In 2002, Graybiel was awarded the James R. Killian Faculty Achievement Award, which recognizes extraordinary professional accomplishment by full-time members of the MIT faculty.
In 2004, Graybiel received the Woman Leader of Parkinson's Science award from the Parkinson's Disease Foundation, and in 2006, she was named the Harold S. Diamond Professor by the National Parkinson Foundation in recognition of her contributions to the understanding and treatment of Parkinson's disease.
"Ann has been a giant in neuroscience for many years, and she remains at the top of her field," said Robert Desimone, the Doris and Don Berkey Professor of Neuroscience and director of the McGovern Institute for Brain Research. "I cannot stress enough how Ann incorporates the most advanced approaches in molecular biology and systems neuroscience for answering fundamental questions about the basal ganglia and their role in Parkinson's disease, addiction, learning disorders, and schizophrenia."
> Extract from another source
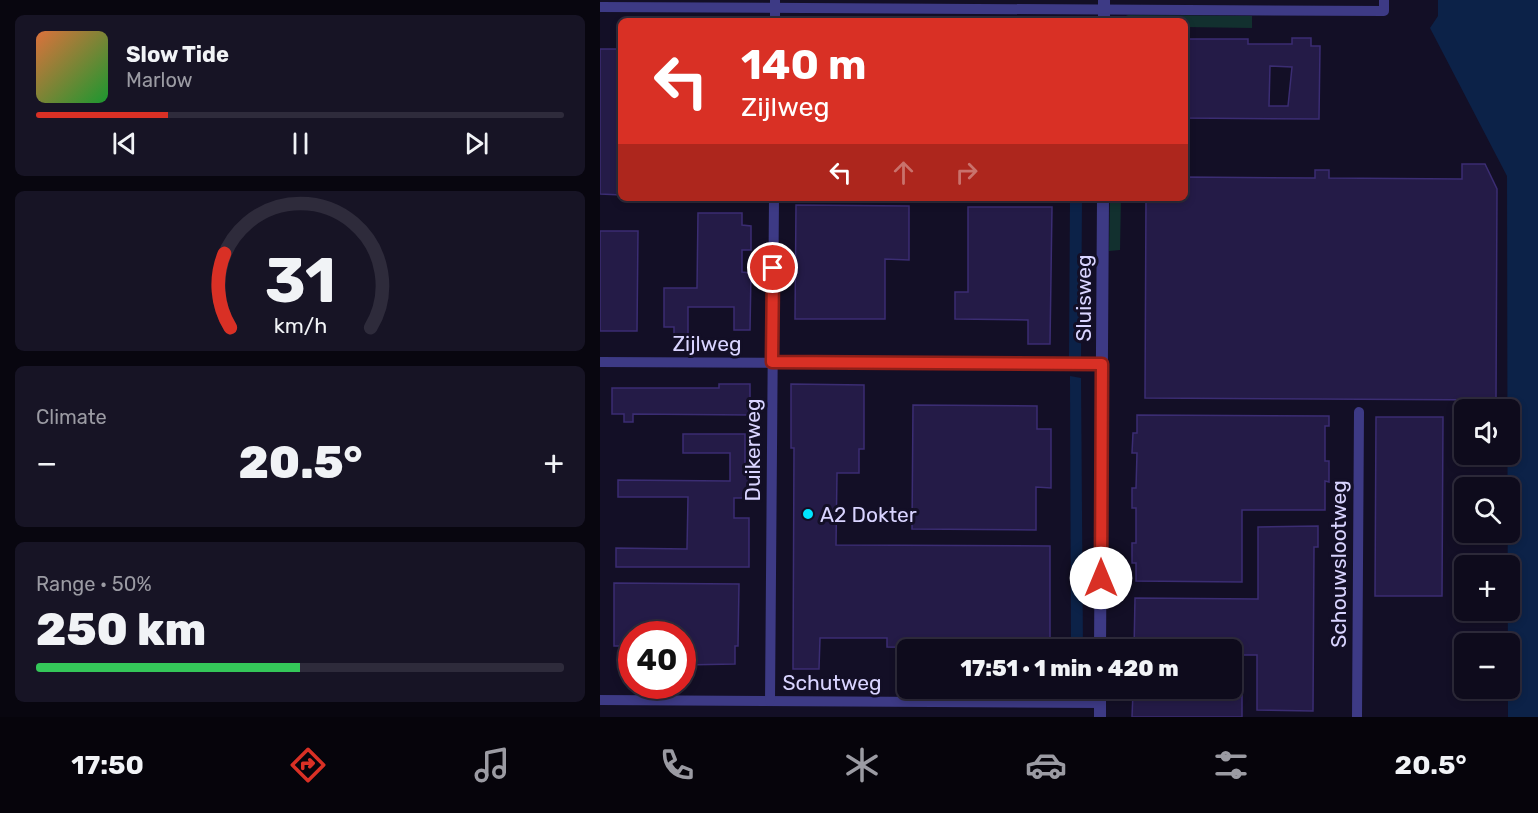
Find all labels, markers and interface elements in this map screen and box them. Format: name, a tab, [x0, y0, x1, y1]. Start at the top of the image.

The process for selecting Institute Professors involves an ad hoc faculty committee convened by the chair of the faculty and the president. That committee evaluates each nominee, in part by soliciting opinions from professionals in the nominee's field. The committee's recommendations are reviewed by the Academic Council and approved by the Executive Committee of the Corporation.
In addition to the prestige associated with the title, an Institute Professor has a distinct measure of freedom to define the scope and nature of his or her responsibilities. Reporting directly to the provost, an Institute Professor does not have regular departmental or school responsibilities. As a result, the appointment provides a special opportunity to work across departmental boundaries.
The 13 other current Institute Professors and their traditional areas of study are Emilio Bizzi, brain and cognitive sciences; John M. Deutch, chemistry; Peter A. Diamond, economics; John H. Harbison, music and theater arts; Robert S. Langer, chemical engineering, biological engineering, mechanical engineering; Barbara Liskov, electrical engineering and computer science; John D.C. Little, management; Thomas Magnanti, management and electrical engineering and computer science (EECS); Joel Moses, EECS and the Engineering Systems Division (ESD); Phillip A. Sharp, biology; Isadore M. Singer, mathematics; Daniel I.C. Wang, chemical engineering; and Sheila E. Widnall, aeronautics and astronautics and ESD.
The 10 Institute Professors Emeriti are Noam Chomsky, Mildred S. Dresselhaus, Jerome I. Friedman, Morris Halle, Chia-Chiao Lin, Mario Molina, Paul A. Samuelson, Nevin S. Scrimshaw, Robert M. Solow and John S. Waugh.